(Work instructions)
Read through the records below and copy each line that uses the word "bottom".

Stored data:
···

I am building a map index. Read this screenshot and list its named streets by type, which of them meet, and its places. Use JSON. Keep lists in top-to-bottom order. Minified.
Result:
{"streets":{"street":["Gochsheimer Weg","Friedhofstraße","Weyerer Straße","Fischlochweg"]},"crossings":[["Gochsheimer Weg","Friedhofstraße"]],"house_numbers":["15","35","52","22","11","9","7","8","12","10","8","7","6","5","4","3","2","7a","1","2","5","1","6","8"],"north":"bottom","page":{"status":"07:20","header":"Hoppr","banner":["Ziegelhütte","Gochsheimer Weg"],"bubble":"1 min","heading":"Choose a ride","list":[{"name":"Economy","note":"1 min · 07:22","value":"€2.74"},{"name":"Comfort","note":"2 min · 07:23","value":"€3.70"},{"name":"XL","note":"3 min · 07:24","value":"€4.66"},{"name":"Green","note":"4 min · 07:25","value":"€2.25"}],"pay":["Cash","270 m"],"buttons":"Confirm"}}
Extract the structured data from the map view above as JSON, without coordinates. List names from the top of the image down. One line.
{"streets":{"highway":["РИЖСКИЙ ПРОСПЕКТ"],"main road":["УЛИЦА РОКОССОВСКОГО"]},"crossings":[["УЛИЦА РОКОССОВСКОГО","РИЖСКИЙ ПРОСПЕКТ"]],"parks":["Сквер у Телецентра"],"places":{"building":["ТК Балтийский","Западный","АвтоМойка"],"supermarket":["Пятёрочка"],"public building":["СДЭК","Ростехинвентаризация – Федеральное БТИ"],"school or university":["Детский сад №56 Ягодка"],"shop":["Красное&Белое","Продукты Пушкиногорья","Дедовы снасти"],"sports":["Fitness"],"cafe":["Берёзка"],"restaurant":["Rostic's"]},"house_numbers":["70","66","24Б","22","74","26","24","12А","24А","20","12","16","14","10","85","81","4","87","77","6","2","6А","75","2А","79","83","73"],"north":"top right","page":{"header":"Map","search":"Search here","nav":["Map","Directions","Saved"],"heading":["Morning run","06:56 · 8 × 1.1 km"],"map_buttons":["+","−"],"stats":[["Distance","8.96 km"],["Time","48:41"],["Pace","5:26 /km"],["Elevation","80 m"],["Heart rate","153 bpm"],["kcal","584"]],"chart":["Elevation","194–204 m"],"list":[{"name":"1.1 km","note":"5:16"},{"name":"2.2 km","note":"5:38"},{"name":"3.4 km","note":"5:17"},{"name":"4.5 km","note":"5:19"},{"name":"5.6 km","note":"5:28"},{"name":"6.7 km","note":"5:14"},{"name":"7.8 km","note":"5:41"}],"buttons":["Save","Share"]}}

···

(Your response)
I am building a map index. Read this screenshot and list its named streets by type, which of them meet, and its places. Use JSON. Keep lists in top-to-bottom order. Minified.
{"streets":{"street":["Gochsheimer Weg","Friedhofstraße","Weyerer Straße","Fischlochweg"]},"crossings":[["Gochsheimer Weg","Friedhofstraße"]],"house_numbers":["15","35","52","22","11","9","7","8","12","10","8","7","6","5","4","3","2","7a","1","2","5","1","6","8"],"north":"bottom","page":{"status":"07:20","header":"Hoppr","banner":["Ziegelhütte","Gochsheimer Weg"],"bubble":"1 min","heading":"Choose a ride","list":[{"name":"Economy","note":"1 min · 07:22","value":"€2.74"},{"name":"Comfort","note":"2 min · 07:23","value":"€3.70"},{"name":"XL","note":"3 min · 07:24","value":"€4.66"},{"name":"Green","note":"4 min · 07:25","value":"€2.25"}],"pay":["Cash","270 m"],"buttons":"Confirm"}}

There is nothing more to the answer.